Como decía Serguéi Dovlátov, «el exotismo del material biográfico es un estímulo literario de importancia». Quizá por falta de exotismo, o por pura inmadurez, las operas primas de veinteañeros/as que contienen pathos, dureza y acción extemporáneas son asaz infrecuentes. Claire Vaye Watkins (Bishop, California, 1984) es una excepción. Dovlátov daría su sello de aprobación: la autora, quien debutó a los 22, es la hija de Paul Watkins, el miembro más decente -y musical- de la Familia Manson. Eso nos cubre ampliamente tanto el exotismo como el trauma. Lo demás lo pone la autora con una prosa fibrosa y precoz en historias turbadoras donde la moralina no saca la cabeza. A este lector los relatos de Nevada (Malas Tierras), su estreno en España, le recordaron a la fatalidad intratable de las historias de Flannery O’Connor (donde nadie es bueno), así como a la violencia y perdición-de-nacimiento de Larry Brown o Harry Crews.

--No puedes dejar de escribir con orgullo y horror sobre un lugar del que hiciste todo lo posible por escapar.

--Si estás cómodo en un sitio no hablas sobre él. Necesitas sentir que no perteneces, y observarlo con una cierta repulsión. Para mí, hablar del mundo en el que crecí se convirtió en una manía, lo analizaba compulsivamente porque no quería terminar de aquel modo. Admiro la forma en que mi abuela y mi madre salieron adelante, pero no quiero ser la chica que da el cambio en el Caesar’s Palace durante toda mi vida. Nevada es brutal con las mujeres. Persiste la idea de los pioneros de que las mujeres están allí para proporcionar placer a los hombres. Amo ese sitio con toda mi alma, así que, aunque las historias sean oscuras y góticas, mi mirada no es reprobatoria. Si llego a pintar Nevada como un sitio mejor de lo que es, la gente de la que hablo dirían que lo que hago es una mentira.

--Los críticos parecen esperar que la narrativa obrera hable de un mundo fraternal al estilo de ‘Las uvas de la ira’, o pinte un descenso a los infiernos de la delincuencia. Pero la gente de la que escribes no es ni tan noble ni tan vil.

--Los turistas de clase tienden a verlo como algo mucho más oscuro y temible de lo que es. Lo cierto es que si vienes de allí te das cuenta de que muchas de esas vidas están llenas de humor y de amor. Hay comedia en esa oscuridad, no solo fatalidad, o sordidez, o tragedia. La crítica que me hacen más a menudo es que mis relatos son demasiado «lúgubres». Y otra: «¿Y qué pasa con la esperanza?». No puedo colocarles un final feliz a mis historias para que alguien se sienta mejor sobre el modo en que vive y se comporta la gente pobre. En EEUU somos adictos a la esperanza, pero no sé qué hemos hecho para merecerla.
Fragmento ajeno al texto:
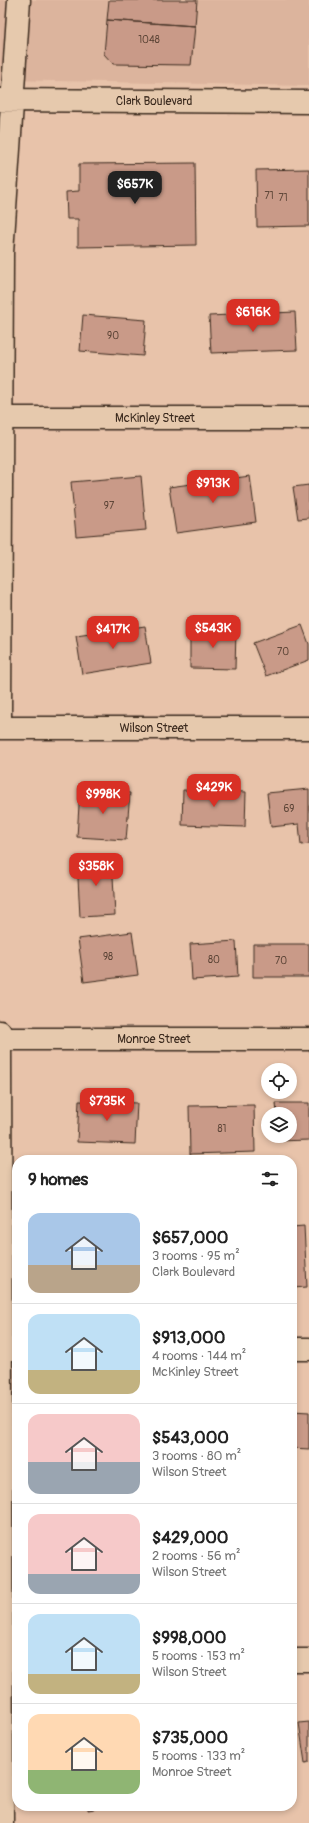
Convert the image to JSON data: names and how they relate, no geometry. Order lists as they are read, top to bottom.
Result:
{
  "streets": {
    "street": [
      "Clark Boulevard",
      "McKinley Street",
      "Wilson Street",
      "Monroe Street"
    ]
  },
  "house_numbers": [
    "1048",
    "71",
    "71",
    "90",
    "97",
    "70",
    "69",
    "98",
    "80",
    "70",
    "81"
  ],
  "page": {
    "price": [
      "$657K",
      "$616K",
      "$913K",
      "$543K",
      "$417K",
      "$429K",
      "$998K",
      "$358K",
      "$735K"
    ],
    "heading": "9 homes",
    "list": [
      {
        "name": "$657,000",
        "note": "3 rooms · 95 m² · Clark Boulevard"
      },
      {
        "name": "$913,000",
        "note": "4 rooms · 144 m² · McKinley Street"
      },
      {
        "name": "$543,000",
        "note": "3 rooms · 80 m² · Wilson Street"
      },
      {
        "name": "$429,000",
        "note": "2 rooms · 56 m² · Wilson Street"
      },
      {
        "name": "$998,000",
        "note": "5 rooms · 153 m² · Wilson Street"
      },
      {
        "name": "$735,000",
        "note": "5 rooms · 133 m² · Monroe Street"
      }
    ]
  }
}
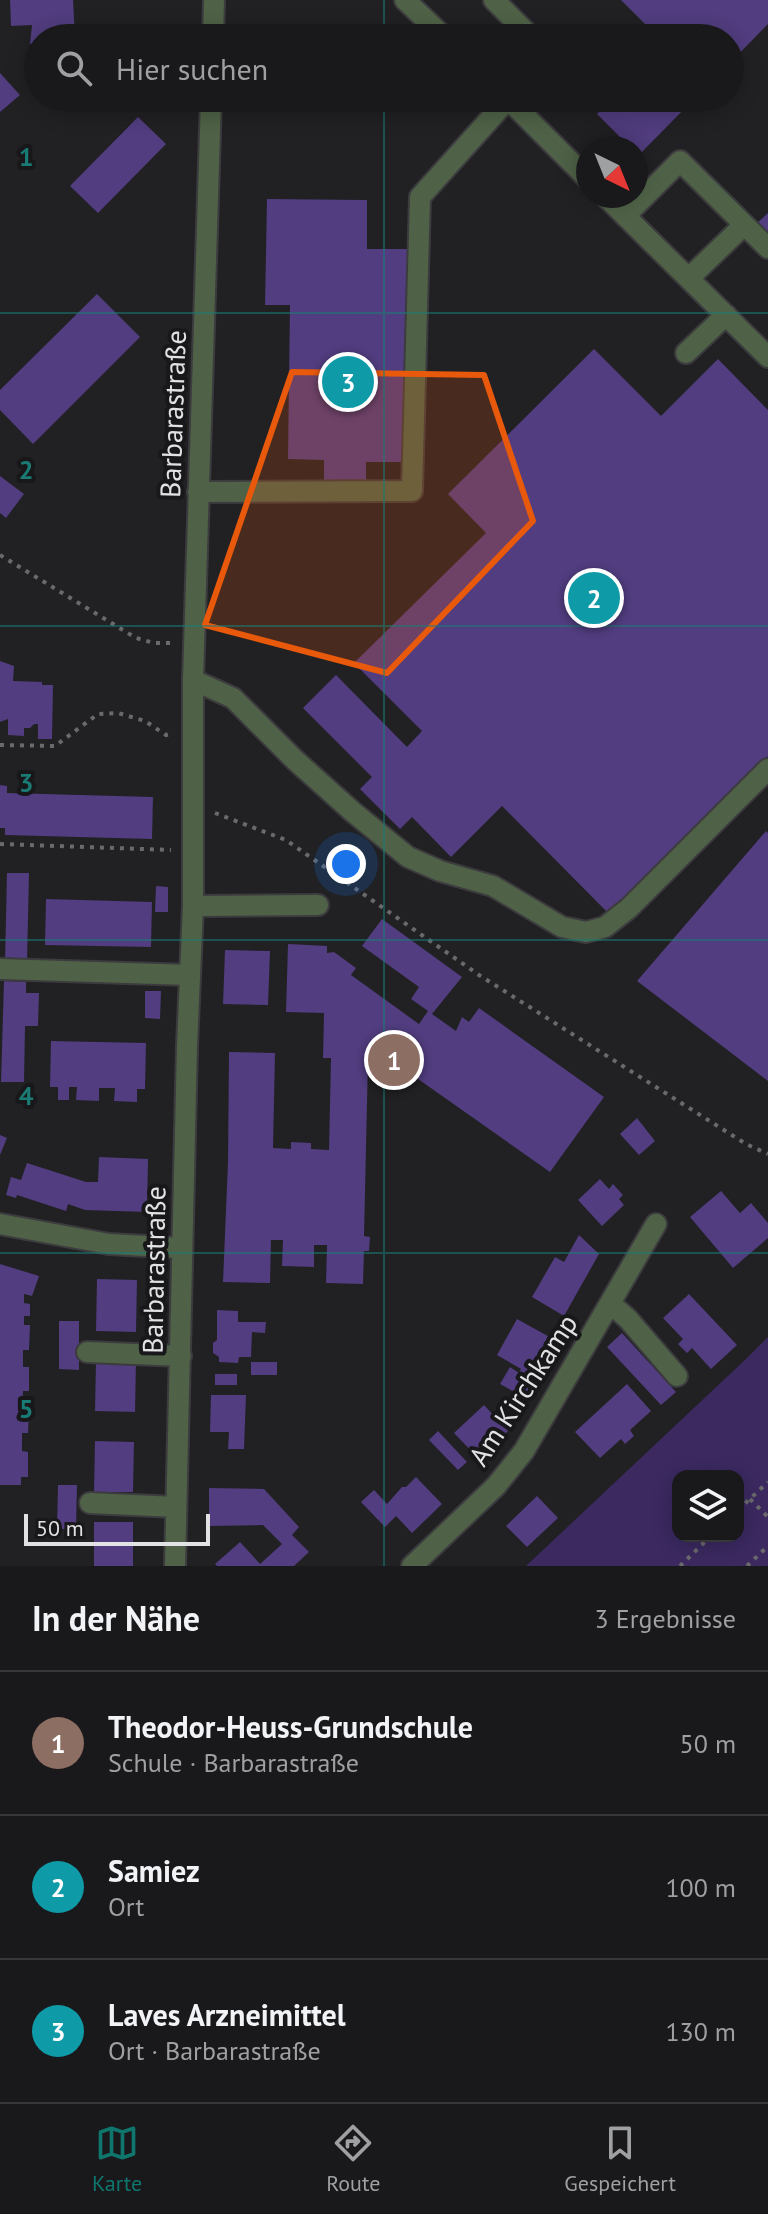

--¿Cuántas veces te han dicho «si tanto te gustaba el desierto, por qué no te quedabas allí»?

--Cientos. A la gente le encanta la competición de autenticidad de este sitio o aquel otro, y te otorgan puntos por quedarte, como si eso fuese bueno por definición. Lo que me jode es que aún me angustia escuchar ese tipo de críticas. Tengo casi síndrome de culpabilidad del superviviente. Me apena pensar en la gente de mi pueblo que era igual o más lista que yo y que no llegó donde yo estoy, solo porque esos sitios están estructurados injustamente.

--Algunos paisanos tuyos sí se quedaron. Larry Brown o Donald Ray Pollock, por ejemplo, jamás se alejaron de la fuente de su alienación.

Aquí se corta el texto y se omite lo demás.